Developed alongside researchers at Glasgow School of Art, new world-first augmented reality (AR) technology to explain cleft lip and/or palate surgery to parents of young babies is to be rolled out for widespread patient use across Scotland.

The Cleft Lip Education Augmented Reality (CLEAR) project, led by the West of Scotland Innovation Hub, hosted by NHS Greater Glasgow and Clyde, provides families with a leaflet to be scanned via a smartphone or tablet app to see a visual demonstration of the operation their child will go through. 

Augmented reality results in the leaflet coming to life with an interactive 3D model appearing in the room to walk parents through the procedure. The technology will now be available for use by patients and their families following a successful trial in NHS Greater Glasgow and Clyde at the Royal Hospital for Children.
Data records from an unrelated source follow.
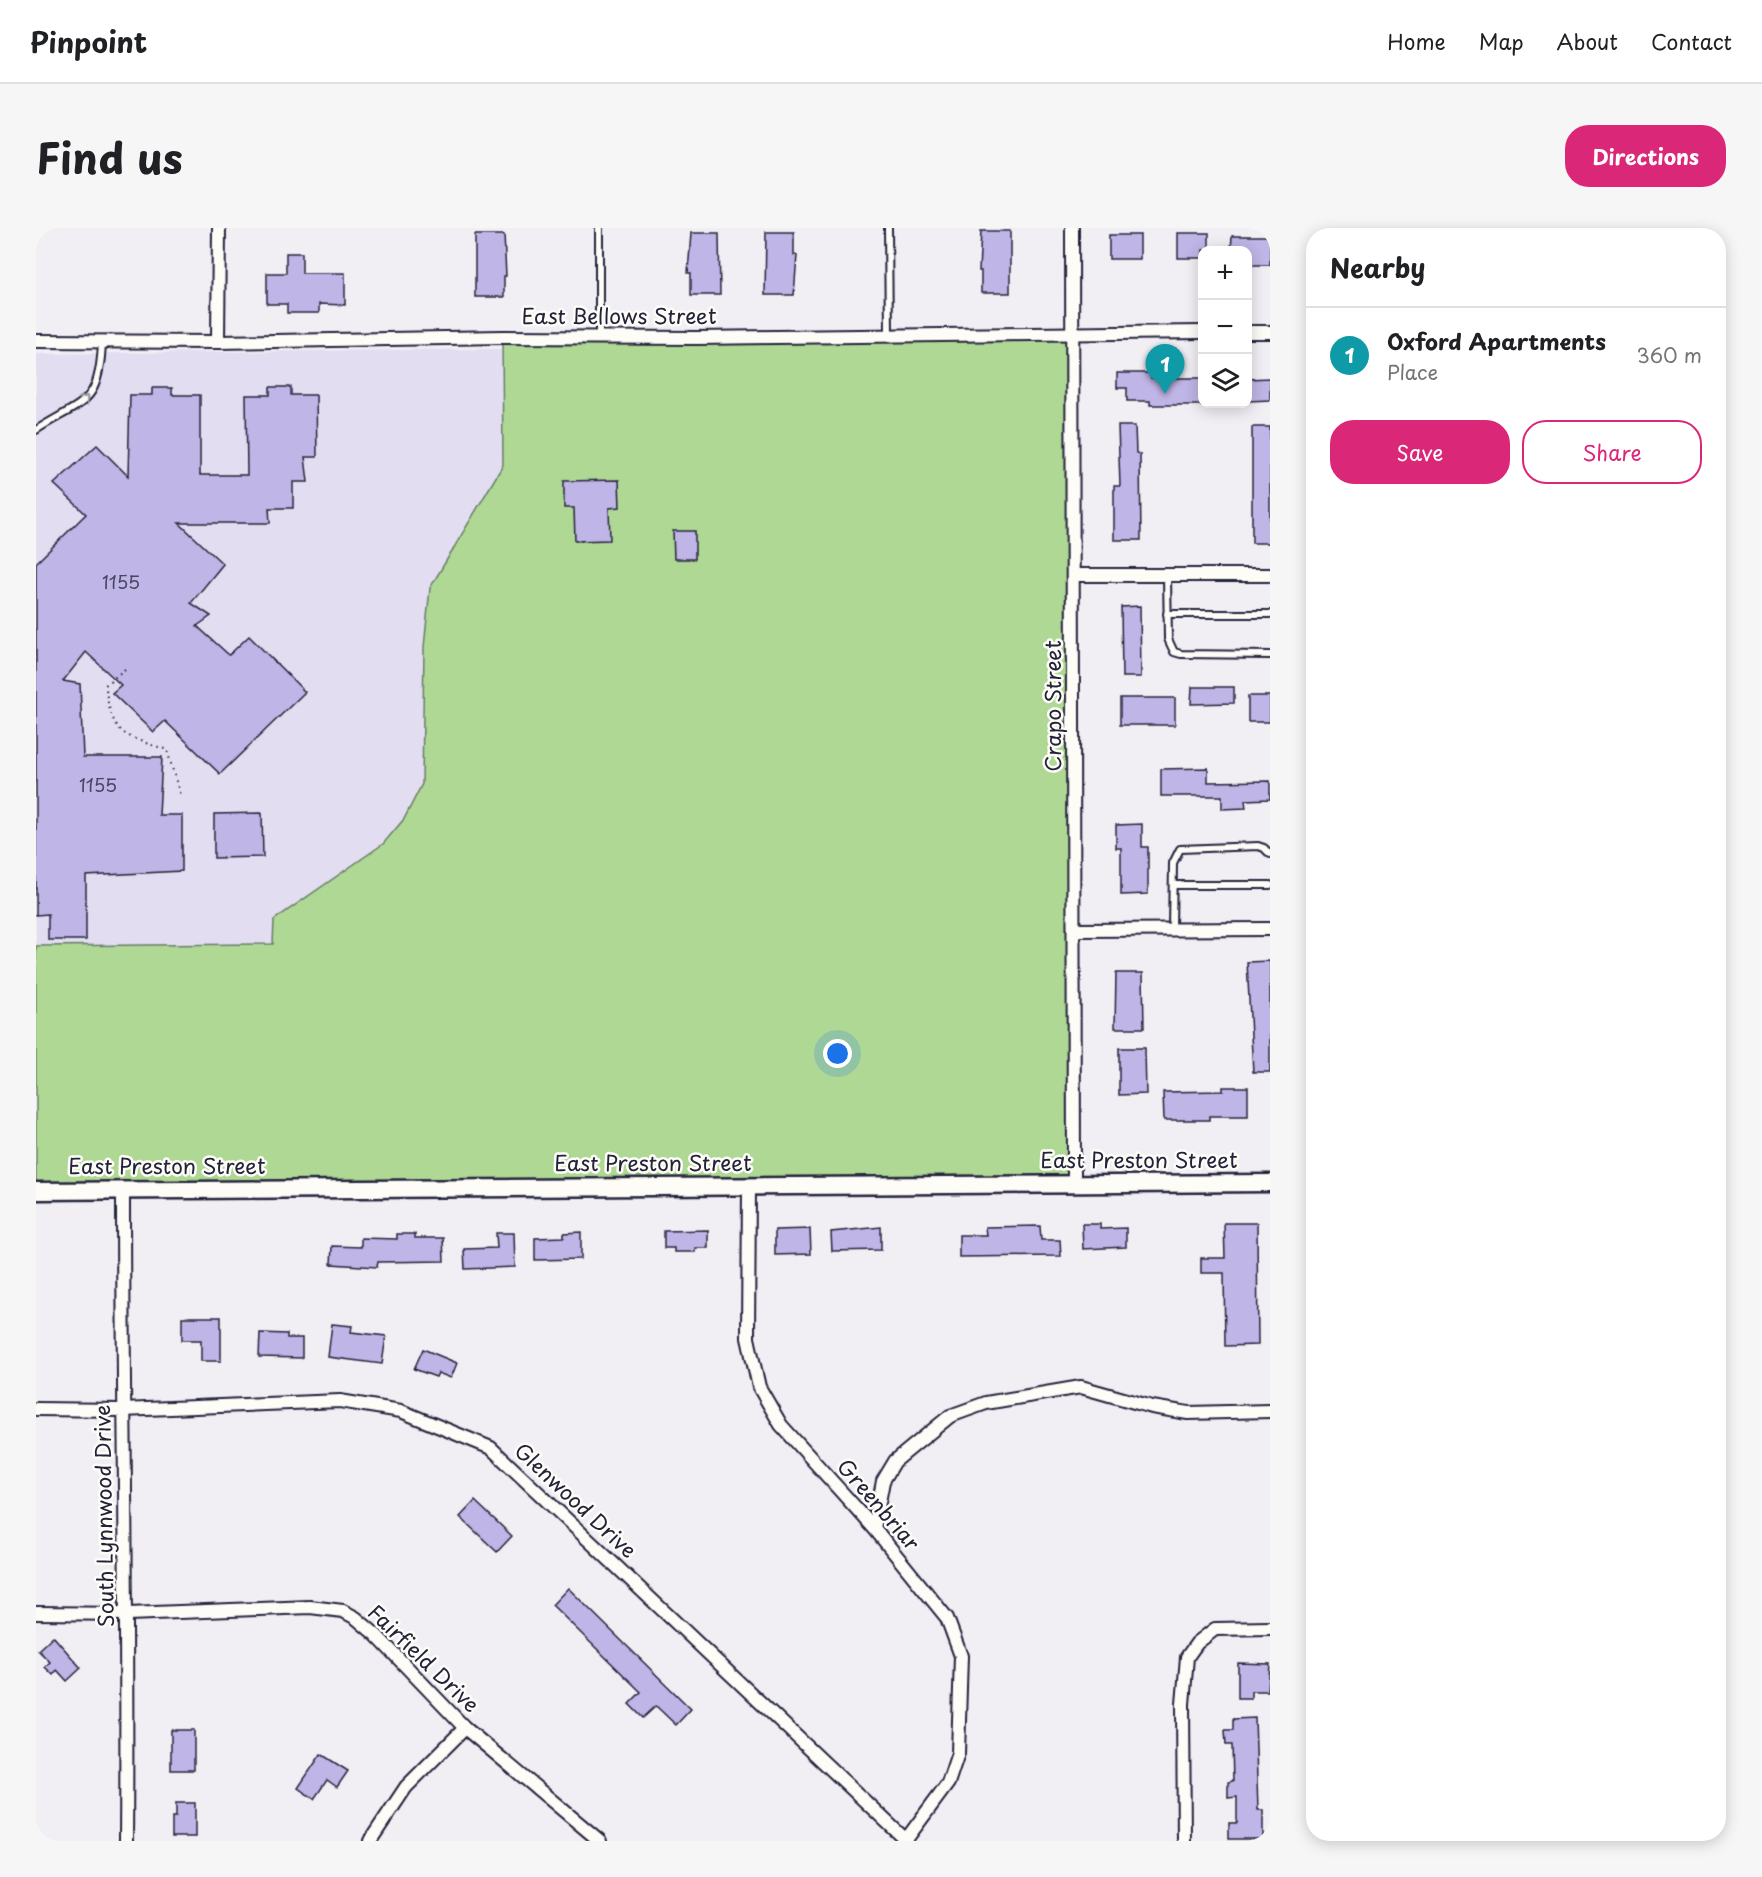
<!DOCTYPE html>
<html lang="en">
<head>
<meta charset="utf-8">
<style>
  body { margin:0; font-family:"Playpen Sans",sans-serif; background:#f6f6f6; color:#202124 }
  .controls { position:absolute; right:18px; top:18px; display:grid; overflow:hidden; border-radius:12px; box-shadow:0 3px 15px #0003 }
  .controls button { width:54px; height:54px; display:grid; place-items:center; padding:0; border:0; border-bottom:2px solid #e0e0e0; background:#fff; color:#202124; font:30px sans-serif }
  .you { position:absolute; left:802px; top:826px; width:21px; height:21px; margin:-15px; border:4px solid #fff; border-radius:50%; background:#1a73e8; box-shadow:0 0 0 9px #1a73e833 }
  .badge { display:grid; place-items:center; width:39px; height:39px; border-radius:50%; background:#db2777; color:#fff; font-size:20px; font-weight:700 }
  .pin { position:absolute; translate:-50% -50px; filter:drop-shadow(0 2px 3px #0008) }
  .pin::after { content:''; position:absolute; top:32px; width:21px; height:18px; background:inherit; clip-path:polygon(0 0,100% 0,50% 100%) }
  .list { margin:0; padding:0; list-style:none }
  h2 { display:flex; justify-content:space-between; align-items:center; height:78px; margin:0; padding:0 24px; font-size:26px }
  h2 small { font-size:20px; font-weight:400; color:#757577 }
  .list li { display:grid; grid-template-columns:39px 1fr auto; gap:18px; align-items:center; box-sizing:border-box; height:96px; padding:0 24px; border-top:2px solid #e0e0e0 }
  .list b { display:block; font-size:22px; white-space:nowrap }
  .list p { margin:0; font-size:20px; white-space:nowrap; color:#757577 }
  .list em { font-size:20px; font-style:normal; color:#757577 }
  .actions { display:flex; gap:12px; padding:18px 24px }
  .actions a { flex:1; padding:14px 0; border:2px solid #db2777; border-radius:24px; text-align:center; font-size:21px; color:#db2777 }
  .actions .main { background:#db2777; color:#fff }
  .icon { flex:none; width:33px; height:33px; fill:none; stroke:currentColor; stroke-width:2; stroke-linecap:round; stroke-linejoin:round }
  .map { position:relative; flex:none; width:1234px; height:1613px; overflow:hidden; border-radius:24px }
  header { display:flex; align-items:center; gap:36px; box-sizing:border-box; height:84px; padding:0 30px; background:#fff; border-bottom:2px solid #e0e0e0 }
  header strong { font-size:28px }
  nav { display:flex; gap:33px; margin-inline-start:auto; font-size:21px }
  .intro { display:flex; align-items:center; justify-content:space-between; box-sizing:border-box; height:144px; padding:0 36px }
  h1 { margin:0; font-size:42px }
  .button { padding:15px 27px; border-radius:24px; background:#db2777; color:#fff; font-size:21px; font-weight:700 }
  main { display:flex; gap:36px; padding:0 36px }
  aside { flex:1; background:#fff; border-radius:24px; box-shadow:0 3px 15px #0003 }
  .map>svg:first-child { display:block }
  .built { fill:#e2ddf0 }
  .green { fill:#afd895; stroke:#687d68; stroke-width:1.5 }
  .building { fill:#bfb5e6; stroke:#22223b; stroke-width:1.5 }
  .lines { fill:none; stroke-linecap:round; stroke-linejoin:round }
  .lane-casing { stroke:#22223b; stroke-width:10 }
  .street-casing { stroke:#22223b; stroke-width:16 }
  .secondary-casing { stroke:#22223b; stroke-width:21 }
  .path { stroke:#22223b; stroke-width:2; stroke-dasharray:1.5 4.5; stroke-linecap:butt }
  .lane { stroke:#fdfcf7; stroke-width:6 }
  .street { stroke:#fdfcf7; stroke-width:12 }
  .secondary { stroke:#fdfcf7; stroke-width:16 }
  .oneway { stroke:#9a9aa2 }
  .labels { text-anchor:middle; stroke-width:5; stroke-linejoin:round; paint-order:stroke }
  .number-label { font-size:18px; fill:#494766 }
  .street-label { font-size:21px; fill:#22223b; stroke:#fdfcf7 }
</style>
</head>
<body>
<header>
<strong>Pinpoint</strong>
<nav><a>Home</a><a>Map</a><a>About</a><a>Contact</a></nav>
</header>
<div class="intro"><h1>Find us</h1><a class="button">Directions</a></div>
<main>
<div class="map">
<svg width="1234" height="1613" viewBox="0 0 1234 1613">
  <rect width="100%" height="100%" fill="#f1eef4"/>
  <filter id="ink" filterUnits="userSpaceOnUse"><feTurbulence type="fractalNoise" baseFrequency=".0167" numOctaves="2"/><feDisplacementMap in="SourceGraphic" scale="12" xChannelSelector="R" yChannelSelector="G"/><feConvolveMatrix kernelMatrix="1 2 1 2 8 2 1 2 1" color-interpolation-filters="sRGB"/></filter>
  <g filter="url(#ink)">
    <polygon class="built" points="1022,115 0,938 0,126"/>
    <polygon class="green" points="1037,104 1038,956 0,963 0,718 237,716 238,692 347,616 368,591 386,556 388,419 394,360 467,237 466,109"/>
    <g class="building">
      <polygon points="945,3 974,3 974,65 945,65 945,43 943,43"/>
      <polygon points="730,4 758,4 758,27 761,27 758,67 729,67"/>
      <polygon points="655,5 683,5 684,67 655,67 655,45 652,45"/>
      <polygon points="1142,5 1173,5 1173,22 1167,22 1167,30 1142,30"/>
      <polygon points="439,7 468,7 470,48 468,48 468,69 439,69"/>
      <rect x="1073" y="7" width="31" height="24"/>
      <polygon points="1196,8 1234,8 1234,37 1212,37 1212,22 1195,22"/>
      <polygon points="250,25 266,25 266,45 309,45 309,77 283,76 283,85 251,85 251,76 231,76 231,45 250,45"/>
      <polygon points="1081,145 1115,145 1115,150 1167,150 1167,177 1114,177 1114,173 1091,173 1091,160 1081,160"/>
      <polygon points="1234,150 1234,172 1212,173 1212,151"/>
      <polygon points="234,159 255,159 255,167 280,167 281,229 269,229 272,254 257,254 257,280 233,280 234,295 143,295 187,336 155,375 175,388 161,398 193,427 213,408 269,464 184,546 129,493 117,504 76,465 85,457 50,424 27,453 44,456 47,529 126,529 123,587 146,587 146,643 50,648 50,712 12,712 12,686 0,687 0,335 50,286 18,256 61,217 92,248 94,167 116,167 116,160 136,160 136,167 164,167 164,247 211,247 210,167 234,167"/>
      <polygon points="1082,198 1099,198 1100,225 1104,226 1105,312 1078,312 1078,258 1084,258"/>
      <rect x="1216" y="199" width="18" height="116"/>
      <polygon points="583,252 584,279 573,280 574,312 539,313 538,280 528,280 528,253"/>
      <polygon points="637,303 659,303 659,331 638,331"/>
      <polygon points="1104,378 1105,449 1086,449 1085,379"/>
      <polygon points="1156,459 1198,459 1198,475 1155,476"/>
      <rect x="1212" y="468" width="22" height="26"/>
      <rect x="1084" y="470" width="55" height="27"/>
      <polygon points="1172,540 1172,554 1234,553 1234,571 1209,572 1210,580 1186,581 1186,568 1125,568 1125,541"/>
      <polygon points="226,585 227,629 178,630 178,586"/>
      <polygon points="1106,596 1106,619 1112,619 1112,666 1085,667 1085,620 1080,620 1080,597"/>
      <polygon points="1234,733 1234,844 1217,844 1211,734"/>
      <polygon points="1080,745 1107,745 1108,800 1079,800"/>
      <polygon points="1083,820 1109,820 1110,866 1083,867"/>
      <polygon points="1187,859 1212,859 1212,888 1173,888 1173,892 1128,892 1127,864 1187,863"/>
      <polygon points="1188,995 1221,995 1222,1117 1189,1118 1188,1045 1165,1045 1165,1030 1189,1030"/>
      <polygon points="1046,996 1064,996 1064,1001 1090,1000 1090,1019 1047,1021"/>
      <polygon points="1004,998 1005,1012 1024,1012 1025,1028 923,1029 923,1007 950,1007 949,999"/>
      <polygon points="845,999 845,1022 796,1023 795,1004"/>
      <polygon points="774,1001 775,1026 739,1027 739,1002"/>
      <polygon points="672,1002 672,1020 659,1020 659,1024 638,1024 638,1020 628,1020 628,1003"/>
      <polygon points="545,1004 545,1031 499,1032 499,1010 528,1009 528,1005"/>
      <polygon points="460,1005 478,1005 479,1039 429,1041 428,1021 461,1020"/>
      <polygon points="361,1006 379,1006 379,1010 407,1010 408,1033 342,1034 341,1039 295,1036 296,1018 325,1019 325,1010 361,1011"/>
      <polygon points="146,1089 185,1089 185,1133 165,1133 165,1112 146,1112"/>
      <polygon points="296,1096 316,1098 315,1104 350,1108 346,1136 292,1129"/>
      <polygon points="224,1105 251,1106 251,1110 266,1110 266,1130 223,1129"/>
      <polygon points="387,1121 421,1135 415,1150 402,1145 400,1149 378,1141"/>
      <polygon points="439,1273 476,1308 461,1324 424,1289"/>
      <polygon points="532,1360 655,1481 640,1497 620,1478 607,1490 593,1476 605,1464 516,1377"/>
      <polygon points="17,1408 45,1440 31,1453 21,1442 17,1447 9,1439 14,1434 2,1422"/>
      <polygon points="1202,1435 1234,1436 1232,1463 1215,1463 1215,1470 1202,1470"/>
      <polygon points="1219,1490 1222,1582 1227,1582 1227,1611 1193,1611 1193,1595 1201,1595 1201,1569 1192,1570 1192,1554 1197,1553 1196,1517 1190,1517 1189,1502 1197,1502 1197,1491"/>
      <rect x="135" y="1502" width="23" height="40"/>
      <polygon points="285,1526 312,1543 301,1559 291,1552 278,1571 262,1560"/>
      <polygon points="140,1575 159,1575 159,1609 136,1609 136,1589 140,1589"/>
    </g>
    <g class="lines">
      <g class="lane-casing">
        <g id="lane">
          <polyline points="852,0 853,106"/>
          <polyline points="563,109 563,0"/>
          <path d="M 0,202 C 47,172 64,178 66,113"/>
          <polyline points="1131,348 1132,411 1138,424 1145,426 1234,427"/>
          <polyline points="1131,386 1234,386"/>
          <polyline points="1137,657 1234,657"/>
          <polyline points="1136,701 1137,635 1144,621 1222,618 1228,620 1234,626"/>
        </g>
      </g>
      <g class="street-casing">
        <g id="street">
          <polyline points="1036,0 1038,956"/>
          <polyline points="1212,104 1234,104"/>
          <polyline points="0,113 182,114 466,109 661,110 1166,104"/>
          <polyline points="182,114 183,0"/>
          <polyline points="1037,347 1234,347"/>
          <polyline points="1038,702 1234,701"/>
          <polyline points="713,958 712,1110 723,1159 745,1197 838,1300 911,1390 925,1428 922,1525 912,1555 869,1613"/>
          <path d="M 87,962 C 87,1179 92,1396 90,1613"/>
          <polyline points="0,1181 86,1182 304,1173 365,1183 455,1220 870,1612"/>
          <polyline points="838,1300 847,1253 859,1233 914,1188 950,1175 1045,1159 1116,1179 1152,1185 1234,1183"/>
          <polyline points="0,1385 92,1386 274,1379 307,1383 320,1390 340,1407 429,1500 564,1613"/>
          <polyline points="334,1613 370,1559 429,1500"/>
          <polyline points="1148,1613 1147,1476 1151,1429 1161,1415 1179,1401 1234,1400"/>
        </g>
      </g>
      <g class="secondary-casing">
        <polyline id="secondary" points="0,963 1234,955"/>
      </g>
      <path class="path" d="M 89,441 L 70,456 C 70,471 74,493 87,504 C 97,513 119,517 131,522 L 144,567"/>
      <use href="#lane" class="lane"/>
      <use href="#street" class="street"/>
      <use href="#secondary" class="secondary"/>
    </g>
    <defs><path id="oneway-chevron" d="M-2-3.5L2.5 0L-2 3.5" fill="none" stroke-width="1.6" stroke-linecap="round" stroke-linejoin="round" transform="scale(1.5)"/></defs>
    <use class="oneway" href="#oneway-chevron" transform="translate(49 171) rotate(-50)"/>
  </g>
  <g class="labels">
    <g class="number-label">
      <text x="85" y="361">1155</text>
      <text x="62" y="564">1155</text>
    </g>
    <g class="street-label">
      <text x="583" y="96">East Bellows Street</text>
      <text transform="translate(1018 478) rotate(-90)" y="7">Crapo Street</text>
      <text x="1103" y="940">East Preston Street</text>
      <text x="617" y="943">East Preston Street</text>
      <text x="131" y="946">East Preston Street</text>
      <text transform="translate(539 1273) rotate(43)" y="7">Glenwood Drive</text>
      <text transform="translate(842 1277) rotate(49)" y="7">Greenbriar</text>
      <text transform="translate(69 1288) rotate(-91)" y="7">South Lynnwood Drive</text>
      <text transform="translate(387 1431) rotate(44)" y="7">Fairfield Drive</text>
    </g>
  </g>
</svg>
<div class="controls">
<button>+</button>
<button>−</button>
<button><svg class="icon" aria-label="layers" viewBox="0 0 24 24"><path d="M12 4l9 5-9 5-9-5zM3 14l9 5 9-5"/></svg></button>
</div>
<div class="you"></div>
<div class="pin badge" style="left:1129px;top:166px;background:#0f9aa8">1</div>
</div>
<aside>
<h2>Nearby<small></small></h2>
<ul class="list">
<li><span class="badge" style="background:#0f9aa8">1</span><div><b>Oxford Apartments</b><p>Place</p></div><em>360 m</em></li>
</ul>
<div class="actions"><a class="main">Save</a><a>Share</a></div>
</aside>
</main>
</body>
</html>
During the three-year trial period, it has been used to provide information and reassurance to 42 families whose babies were undergoing surgery for a cleft lip and/or palate. 

It will now be available to all parents whose children are due to have this type of operation in the health board area, and it is hoped it will be rolled out nationally in the future. 

Around 90 babies are born with a cleft lip and/or palate in Scotland each year, and may require one or more surgical procedures to repair a gap or split in their upper lip and/or the roof of their mouth. 

The CLEAR interactive interface has been developed to help families better understand what will happen during their child’s procedures and is the first of its kind anywhere in the world. 

The visual element of the leaflet also supports parents for whom English is not their first language, and those with dyslexia who may have previously struggled with a traditional text-only paper leaflet.

One dad, who took part in the trial ahead of his daughter having surgery, said:

“It was a lot more informative and easier to understand.

“I think it would help younger parents who are going through the same situation as myself with my daughter.

“It’s easier to take in than just reading sentence after sentence on a page, and it actually shortens your research time not having to sit and look on Google or wherever else you search.

“I think it’s a good idea and whoever thought of it is a genius.”

In separate feedback, another parent said:

“I prefer augmented reality because I struggle with my reading with Meares-Irlen dyslexia, which is issues with your eyes.

“It’s more interactive and so much easier to get information from it.”

Through the WoSIH, which is hosted by NHSGGC, the patient app was co-developed by Canniesburn Plastic Surgery Unit, The Glasgow School of Art and The National Cleft Service for Scotland, with funding from the Glasgow Children’s Hospital Charity.

Professor Steven Lo, Consultant Plastic Surgeon and WoSIH Innovation Fellow, previously told how the CLEAR leaflet takes inspiration from newspapers in the Harry Potter films that “come to life to tell a story”.

And speaking ahead of the roll out to patients, Prof Lo said:

“This technology, which is the first of its kind in the world, was developed with patient input and has had excellent feedback from parents who have used it during the initial trial in NHSGGC. 

“When a baby has to undergo a surgical procedure, it can be a very daunting and anxious time for parents.

“The scannable leaflet gives families the opportunity to learn more about what is going to happen, and provides a life-sized 3D visual demonstration, which helps to answer their questions and provide reassurance. 

“To ensure the augmented reality leaflet worked effectively for parents before rolling it out, a Randomised Controlled Trial was undertaken.

“This showed very strong benefits in terms of patient understanding and satisfaction, in comparison to a traditional patient leaflet. 

“We are delighted that this technology is now ready for patient use.”

Professor Paul Chapman, Director of Emerging Technology at The Glasgow School of Art, said:

“The Glasgow School of Art are pleased to have played an instrumental part in co-developing the Cleft Lip Augmented Reality leaflet app through our expertise in medical visualisation, 3D modelling and computer programming.

“This is a world first that will positively impact patients’ lives in Scotland and beyond.”

Kirsten Watson, CEO, Glasgow Children’s Hospital Charity, said: “Our generous donors, whose funding made this project possible, share a heartfelt commitment to innovation in children’s healthcare. We are delighted that more families will benefit from this pioneering work, and will continue to raise vital funds to develop the very latest technology here in Glasgow.”